[DATA EXTRACT]:
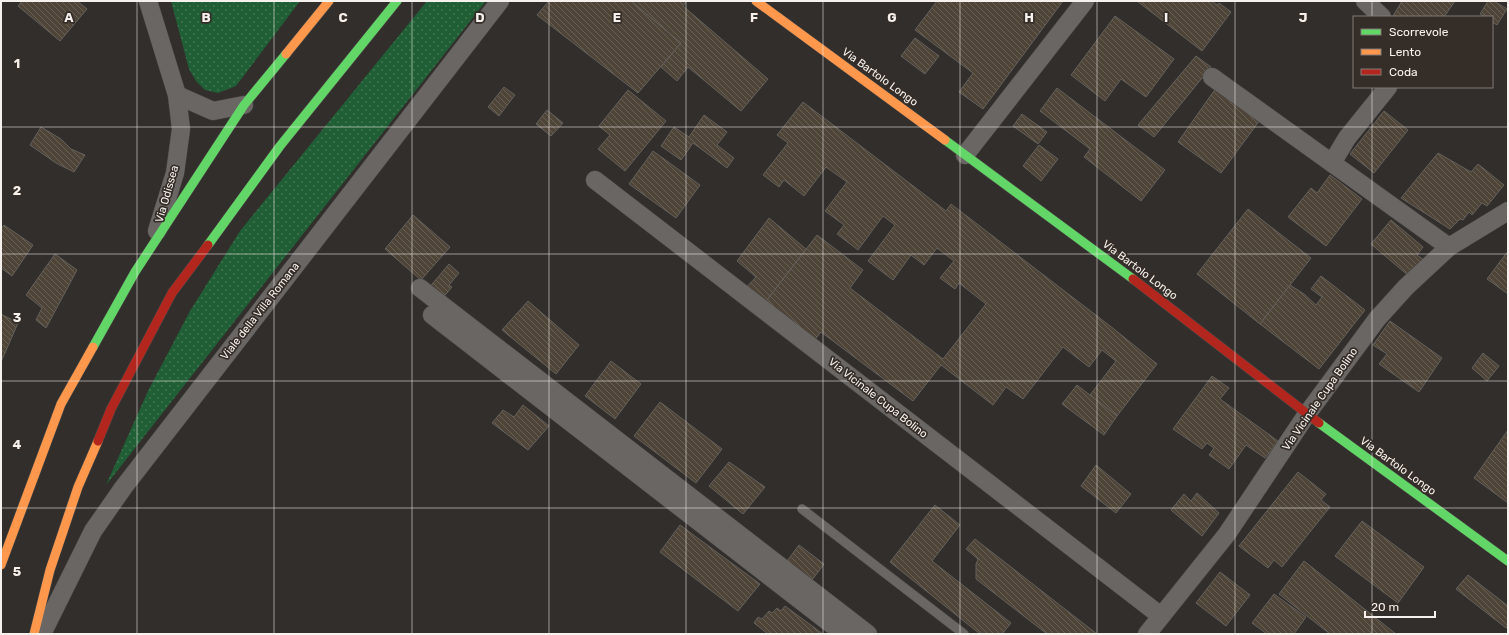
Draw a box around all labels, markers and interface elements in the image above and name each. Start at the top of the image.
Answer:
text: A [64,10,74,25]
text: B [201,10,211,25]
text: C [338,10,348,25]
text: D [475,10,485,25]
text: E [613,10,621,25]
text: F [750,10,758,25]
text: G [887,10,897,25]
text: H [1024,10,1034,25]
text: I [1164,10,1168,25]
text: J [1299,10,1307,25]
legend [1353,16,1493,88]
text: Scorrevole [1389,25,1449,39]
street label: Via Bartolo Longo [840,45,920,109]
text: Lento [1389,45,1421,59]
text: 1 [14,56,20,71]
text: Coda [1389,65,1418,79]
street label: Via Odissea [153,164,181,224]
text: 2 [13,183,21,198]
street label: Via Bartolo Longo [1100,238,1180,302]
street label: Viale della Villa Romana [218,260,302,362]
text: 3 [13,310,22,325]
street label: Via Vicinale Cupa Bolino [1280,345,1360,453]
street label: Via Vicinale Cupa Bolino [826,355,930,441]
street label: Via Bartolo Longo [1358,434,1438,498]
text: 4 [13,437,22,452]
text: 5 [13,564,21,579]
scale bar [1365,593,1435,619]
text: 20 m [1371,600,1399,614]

[ACTION ITEM]: Please output every record above exactly. Leave the pictures out.

[EXERCISE ANSWER]:
Draw a box around all labels, markers and interface elements in the image above and name each. Start at the top of the image.
Answer:
text: A [64,10,74,25]
text: B [201,10,211,25]
text: C [338,10,348,25]
text: D [475,10,485,25]
text: E [613,10,621,25]
text: F [750,10,758,25]
text: G [887,10,897,25]
text: H [1024,10,1034,25]
text: I [1164,10,1168,25]
text: J [1299,10,1307,25]
legend [1353,16,1493,88]
text: Scorrevole [1389,25,1449,39]
street label: Via Bartolo Longo [840,45,920,109]
text: Lento [1389,45,1421,59]
text: 1 [14,56,20,71]
text: Coda [1389,65,1418,79]
street label: Via Odissea [153,164,181,224]
text: 2 [13,183,21,198]
street label: Via Bartolo Longo [1100,238,1180,302]
street label: Viale della Villa Romana [218,260,302,362]
text: 3 [13,310,22,325]
street label: Via Vicinale Cupa Bolino [1280,345,1360,453]
street label: Via Vicinale Cupa Bolino [826,355,930,441]
street label: Via Bartolo Longo [1358,434,1438,498]
text: 4 [13,437,22,452]
text: 5 [13,564,21,579]
scale bar [1365,593,1435,619]
text: 20 m [1371,600,1399,614]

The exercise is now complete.